A Time for Compassion?
What made this otherwise forgettable game quite remarkable and memorable were the actions taken by the Saints two kickers, placekicker Will Lutz and punter Thomas Morestead. As with most professions, there is a fraternal bond between kickers in the NFL. And when the two Saints players saw what happened to their Cleveland counterpart—not just his struggles during the game, but when he was abandoned by his teammates after it, they displayed one of the more memorable acts of compassion and sportsmanship to be seen on a football field. Rather than celebrating their team's victory immediately after the end of the game, the Saints kickers each went over to the very isolated Cleveland kicker, put their arms around him, and gave him words of reassurance. This brought a great deal of post-game attention—especially across social media—to Lutz and Morestead for how they reacted to the situation, especially when compared to Gonzalez's own Browns teammates.

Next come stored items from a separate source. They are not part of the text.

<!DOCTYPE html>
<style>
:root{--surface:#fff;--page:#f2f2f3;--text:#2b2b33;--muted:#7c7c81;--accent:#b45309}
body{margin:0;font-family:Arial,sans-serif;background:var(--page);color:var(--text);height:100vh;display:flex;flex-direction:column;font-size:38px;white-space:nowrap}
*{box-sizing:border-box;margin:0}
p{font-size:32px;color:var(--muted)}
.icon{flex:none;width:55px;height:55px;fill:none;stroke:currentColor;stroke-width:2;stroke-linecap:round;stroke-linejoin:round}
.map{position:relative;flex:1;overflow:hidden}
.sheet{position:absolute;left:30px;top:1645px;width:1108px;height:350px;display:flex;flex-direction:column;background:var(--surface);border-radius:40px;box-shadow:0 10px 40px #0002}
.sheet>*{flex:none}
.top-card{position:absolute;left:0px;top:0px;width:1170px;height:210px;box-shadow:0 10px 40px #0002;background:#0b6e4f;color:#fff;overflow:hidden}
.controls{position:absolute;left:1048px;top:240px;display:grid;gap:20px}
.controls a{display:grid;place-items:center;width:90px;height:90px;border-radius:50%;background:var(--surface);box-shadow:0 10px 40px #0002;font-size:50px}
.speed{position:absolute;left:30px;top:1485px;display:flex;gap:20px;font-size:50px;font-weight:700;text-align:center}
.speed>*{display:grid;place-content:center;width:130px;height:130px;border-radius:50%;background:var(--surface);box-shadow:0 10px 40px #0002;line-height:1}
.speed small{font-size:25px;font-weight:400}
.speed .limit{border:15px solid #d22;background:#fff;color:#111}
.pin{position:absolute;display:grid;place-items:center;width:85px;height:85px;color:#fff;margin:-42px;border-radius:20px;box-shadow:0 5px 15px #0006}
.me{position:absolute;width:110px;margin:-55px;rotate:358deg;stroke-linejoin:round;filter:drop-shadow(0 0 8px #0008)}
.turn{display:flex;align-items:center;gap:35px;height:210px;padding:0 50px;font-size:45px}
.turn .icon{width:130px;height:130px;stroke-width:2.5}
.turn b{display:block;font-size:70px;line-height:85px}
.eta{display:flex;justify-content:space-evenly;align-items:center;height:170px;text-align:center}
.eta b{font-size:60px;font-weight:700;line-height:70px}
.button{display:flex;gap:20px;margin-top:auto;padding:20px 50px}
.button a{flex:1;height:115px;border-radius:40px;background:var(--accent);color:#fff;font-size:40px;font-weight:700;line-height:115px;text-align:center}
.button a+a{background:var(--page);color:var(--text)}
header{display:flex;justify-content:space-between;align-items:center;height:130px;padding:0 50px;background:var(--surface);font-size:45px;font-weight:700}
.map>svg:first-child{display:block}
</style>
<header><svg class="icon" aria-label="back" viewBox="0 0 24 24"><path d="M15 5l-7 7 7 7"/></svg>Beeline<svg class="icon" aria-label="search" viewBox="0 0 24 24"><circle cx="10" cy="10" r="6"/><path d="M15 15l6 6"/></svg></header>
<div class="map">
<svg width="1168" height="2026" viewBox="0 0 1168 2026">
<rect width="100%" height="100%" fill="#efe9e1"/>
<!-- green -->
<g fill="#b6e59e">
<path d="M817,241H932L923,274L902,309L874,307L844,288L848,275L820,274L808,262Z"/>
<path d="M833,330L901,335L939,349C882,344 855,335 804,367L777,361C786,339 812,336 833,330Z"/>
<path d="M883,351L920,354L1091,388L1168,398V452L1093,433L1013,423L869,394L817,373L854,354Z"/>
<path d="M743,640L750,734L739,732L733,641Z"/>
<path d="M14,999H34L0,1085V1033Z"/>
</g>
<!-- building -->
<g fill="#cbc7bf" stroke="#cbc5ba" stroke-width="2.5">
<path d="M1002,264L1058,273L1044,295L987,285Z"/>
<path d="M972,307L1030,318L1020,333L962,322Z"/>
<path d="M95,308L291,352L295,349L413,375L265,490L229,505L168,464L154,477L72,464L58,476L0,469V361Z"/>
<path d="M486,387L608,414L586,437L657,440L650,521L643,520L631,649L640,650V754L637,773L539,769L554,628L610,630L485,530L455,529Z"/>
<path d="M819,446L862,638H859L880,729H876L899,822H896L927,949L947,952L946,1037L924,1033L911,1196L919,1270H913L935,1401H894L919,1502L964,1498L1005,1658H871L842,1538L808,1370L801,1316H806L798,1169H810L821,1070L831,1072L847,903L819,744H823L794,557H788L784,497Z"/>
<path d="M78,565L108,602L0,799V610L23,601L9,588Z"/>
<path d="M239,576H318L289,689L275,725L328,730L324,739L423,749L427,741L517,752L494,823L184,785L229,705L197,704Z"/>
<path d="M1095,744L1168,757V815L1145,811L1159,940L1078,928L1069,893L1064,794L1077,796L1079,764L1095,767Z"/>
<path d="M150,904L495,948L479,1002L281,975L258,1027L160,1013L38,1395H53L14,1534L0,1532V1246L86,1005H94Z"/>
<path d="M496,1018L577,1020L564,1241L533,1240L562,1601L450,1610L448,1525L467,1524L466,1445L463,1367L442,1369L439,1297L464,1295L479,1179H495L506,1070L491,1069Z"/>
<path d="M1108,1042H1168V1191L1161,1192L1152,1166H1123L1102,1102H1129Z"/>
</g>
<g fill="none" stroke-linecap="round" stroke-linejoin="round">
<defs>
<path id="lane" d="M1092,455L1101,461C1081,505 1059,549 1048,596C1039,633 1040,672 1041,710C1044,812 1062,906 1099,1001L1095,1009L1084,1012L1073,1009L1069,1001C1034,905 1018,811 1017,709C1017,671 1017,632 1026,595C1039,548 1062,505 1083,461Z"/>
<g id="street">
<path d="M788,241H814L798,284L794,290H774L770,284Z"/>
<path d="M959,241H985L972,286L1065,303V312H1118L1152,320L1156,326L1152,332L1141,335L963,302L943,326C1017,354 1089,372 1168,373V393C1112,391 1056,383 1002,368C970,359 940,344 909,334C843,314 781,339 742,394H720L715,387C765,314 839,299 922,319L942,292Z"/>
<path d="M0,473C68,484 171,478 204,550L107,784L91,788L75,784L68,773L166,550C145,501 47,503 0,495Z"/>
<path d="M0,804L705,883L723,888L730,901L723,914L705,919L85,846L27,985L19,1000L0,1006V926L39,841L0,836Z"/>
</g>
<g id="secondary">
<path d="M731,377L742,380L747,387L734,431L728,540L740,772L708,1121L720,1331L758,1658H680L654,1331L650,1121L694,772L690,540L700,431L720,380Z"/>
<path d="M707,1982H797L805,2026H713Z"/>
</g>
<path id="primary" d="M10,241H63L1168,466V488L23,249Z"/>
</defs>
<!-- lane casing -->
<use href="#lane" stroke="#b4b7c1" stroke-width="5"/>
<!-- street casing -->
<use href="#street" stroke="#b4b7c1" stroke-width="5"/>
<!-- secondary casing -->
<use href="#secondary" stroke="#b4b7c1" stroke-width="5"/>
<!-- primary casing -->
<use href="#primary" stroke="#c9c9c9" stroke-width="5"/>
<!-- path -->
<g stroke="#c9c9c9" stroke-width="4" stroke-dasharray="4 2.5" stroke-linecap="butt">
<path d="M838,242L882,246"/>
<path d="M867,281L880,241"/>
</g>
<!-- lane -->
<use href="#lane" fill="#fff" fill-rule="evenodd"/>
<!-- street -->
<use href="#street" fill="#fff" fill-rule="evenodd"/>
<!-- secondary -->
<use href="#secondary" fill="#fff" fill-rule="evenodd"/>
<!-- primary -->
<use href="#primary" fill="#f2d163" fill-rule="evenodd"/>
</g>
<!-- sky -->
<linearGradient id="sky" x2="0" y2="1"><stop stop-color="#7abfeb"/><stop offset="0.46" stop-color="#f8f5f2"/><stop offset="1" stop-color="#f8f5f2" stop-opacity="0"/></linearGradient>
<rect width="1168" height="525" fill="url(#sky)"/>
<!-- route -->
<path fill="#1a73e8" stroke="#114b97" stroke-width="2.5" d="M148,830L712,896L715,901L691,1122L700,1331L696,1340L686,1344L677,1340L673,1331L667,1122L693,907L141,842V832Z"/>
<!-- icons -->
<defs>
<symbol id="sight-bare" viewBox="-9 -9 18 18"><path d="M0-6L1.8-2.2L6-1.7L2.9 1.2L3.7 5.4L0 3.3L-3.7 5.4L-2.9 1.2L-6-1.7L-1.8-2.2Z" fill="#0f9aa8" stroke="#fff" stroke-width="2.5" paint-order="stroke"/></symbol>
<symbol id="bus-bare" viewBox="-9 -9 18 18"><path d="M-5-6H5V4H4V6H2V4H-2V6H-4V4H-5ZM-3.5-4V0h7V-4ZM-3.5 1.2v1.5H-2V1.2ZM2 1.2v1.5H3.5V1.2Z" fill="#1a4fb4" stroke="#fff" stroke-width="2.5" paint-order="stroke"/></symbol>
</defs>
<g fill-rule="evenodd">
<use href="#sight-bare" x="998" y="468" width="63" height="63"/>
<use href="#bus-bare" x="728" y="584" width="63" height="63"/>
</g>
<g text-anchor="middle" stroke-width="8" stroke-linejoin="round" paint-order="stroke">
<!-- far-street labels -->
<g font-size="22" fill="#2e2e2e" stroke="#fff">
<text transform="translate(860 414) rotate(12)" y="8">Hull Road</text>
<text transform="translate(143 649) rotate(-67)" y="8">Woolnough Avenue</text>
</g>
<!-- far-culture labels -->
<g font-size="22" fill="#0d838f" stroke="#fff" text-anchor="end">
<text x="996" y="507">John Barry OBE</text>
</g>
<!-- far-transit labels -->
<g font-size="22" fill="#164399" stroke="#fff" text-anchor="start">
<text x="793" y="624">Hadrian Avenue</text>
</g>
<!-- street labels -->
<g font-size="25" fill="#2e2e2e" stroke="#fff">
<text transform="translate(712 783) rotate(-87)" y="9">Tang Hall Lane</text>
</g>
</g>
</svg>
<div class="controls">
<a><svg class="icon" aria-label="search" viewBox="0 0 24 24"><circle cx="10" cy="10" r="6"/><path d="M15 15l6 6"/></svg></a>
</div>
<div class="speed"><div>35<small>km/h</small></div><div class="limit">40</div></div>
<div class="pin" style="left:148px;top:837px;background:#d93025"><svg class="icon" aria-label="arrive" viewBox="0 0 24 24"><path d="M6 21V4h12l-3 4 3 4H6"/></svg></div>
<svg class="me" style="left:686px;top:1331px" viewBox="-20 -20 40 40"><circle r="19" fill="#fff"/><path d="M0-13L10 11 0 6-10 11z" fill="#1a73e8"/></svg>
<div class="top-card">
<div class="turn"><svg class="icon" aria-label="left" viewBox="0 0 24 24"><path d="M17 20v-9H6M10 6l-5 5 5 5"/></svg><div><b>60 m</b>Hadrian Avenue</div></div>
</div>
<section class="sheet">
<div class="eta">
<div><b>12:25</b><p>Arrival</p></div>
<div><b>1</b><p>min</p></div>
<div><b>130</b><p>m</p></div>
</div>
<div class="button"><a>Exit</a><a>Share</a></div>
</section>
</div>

At the depth of Gonzalez's despair, he found comfort not from his own people, but from his ostensible opponents that day.
For all of us then, we should ask ourselves how have we, how would we, how should we react when we face our own adversity—or that of those close to us, whether at work, on our team, or even in our own family? Will we take responsibility for the outcomes we produce—even if we have an excuse? Will we rise to comfort others and help them learn from their mistakes, or will will simply walk away from those on "our team." Can we seek out the chance to help others—and reach across boundaries, both real and imagined, to do so.
It has often been said that we reveal our true character when we must deal with adversity. How we deal with others in their times of adversity is also amazingly important. And for managers and leaders, it's exceedingly important to deal with the mistakes and errors that will inevitably come in a manner that shows not just personal responsibility, but empathy and caring as well. We may want to react in the moment, but that moment will end, and the action that may make us feel better in the short-term could well spell trouble over the long haul. No less a football—and leadership—authority than Alabama Coach Nick Saban put it this way: "One thing about championship teams is that they're resilient. No matter what is thrown at them, no matter how deep the hole, they find a way to bounce back and overcome adversity."
Zane Gonzalez's story is yet to be finished. Will he personally be able to be resilient and make it back to the NFL? Time will tell—but many are betting on him to do so (perhaps, even in Cleveland!).